# NEED WIRING DIAGRAM FOR A 2006 BASS TRACKER pro team 170tx



## randyo3629 (Nov 5, 2017)

cant find one online full schematics would help.
thanks


----------



## Johnny (Nov 5, 2017)

Randy - I know literally zero about wiring . . . 
but, someone recently posted this article by West Marine
that is very informative to just about everything electrical on a boat.
hope it helps a little.

https://www.westmarine.com/WestAdvisor/Marine-Wire-Terminal-Tech-Specs



.


----------



## Jim (Nov 21, 2017)

This?: https://www.drdiagram.com/bass-tracker-wiring-diagram/


----------



## LDUBS (Nov 21, 2017)

Ask and ye shall receive. Well done Jim.


----------



## Jim (Nov 22, 2017)

LDUBS said:


> Ask and ye shall receive. Well done Jim.

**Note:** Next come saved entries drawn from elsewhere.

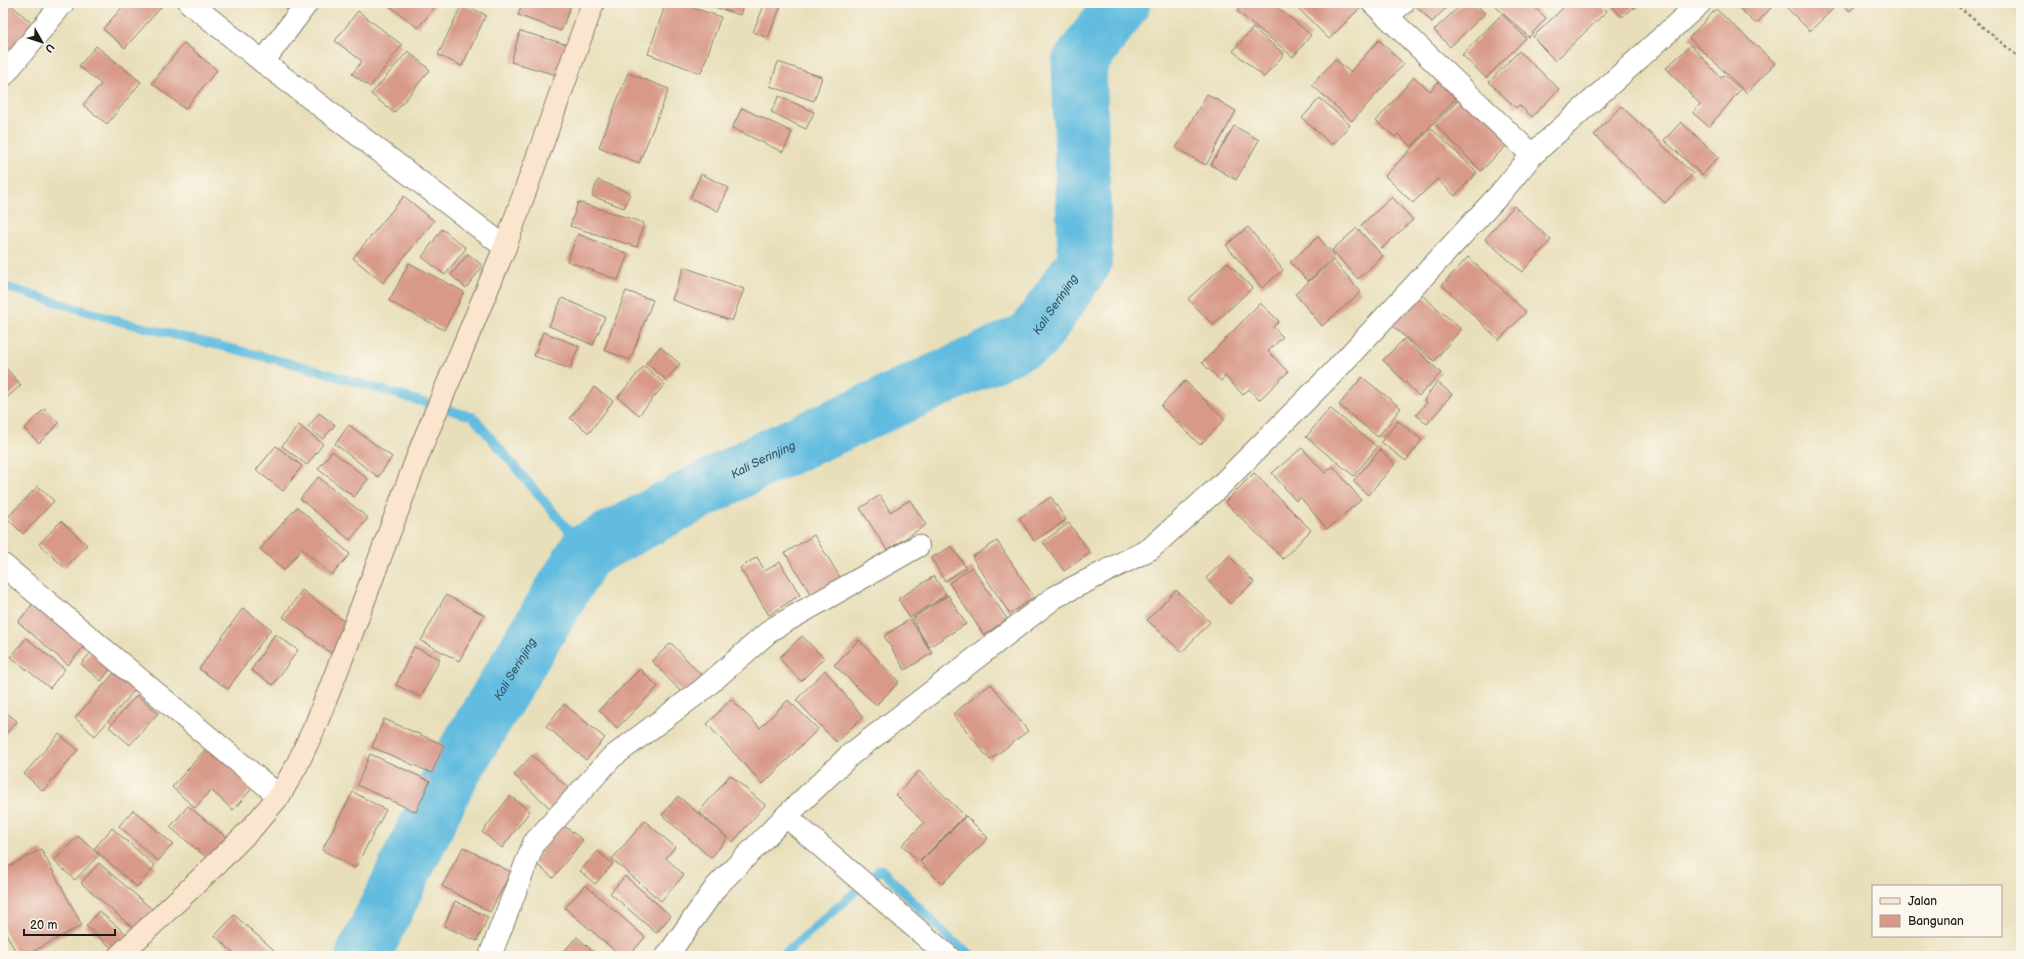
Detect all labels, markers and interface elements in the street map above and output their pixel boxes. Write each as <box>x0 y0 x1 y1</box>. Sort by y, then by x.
north arrow <box>22 22 62 62</box>
text: U <box>42 41 57 55</box>
water label: Kali Serinjing <box>1029 271 1081 338</box>
water label: Kali Serinjing <box>728 438 798 482</box>
water label: Kali Serinjing <box>490 635 540 703</box>
legend <box>1872 885 2002 937</box>
text: Jalan <box>1908 894 1937 909</box>
scale bar <box>24 911 115 937</box>
text: Bangunan <box>1908 914 1964 929</box>
text: 20 m <box>30 918 57 933</box>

I'm hoping its the right one. You never know these days. :lol:


----------



## 98_170TX (Mar 30, 2021)

Any chance you guys have an updated link or can post that diagram? The link does not work after all these years. 

Thanks!


----------



## Jim (Mar 31, 2021)

Message sent!


Sent from my iPhone using Tapatalk


----------



## Scooter72 (Jul 23, 2021)

Also in need of the wiring diagram. Any help much appreciated.
Thank you.


----------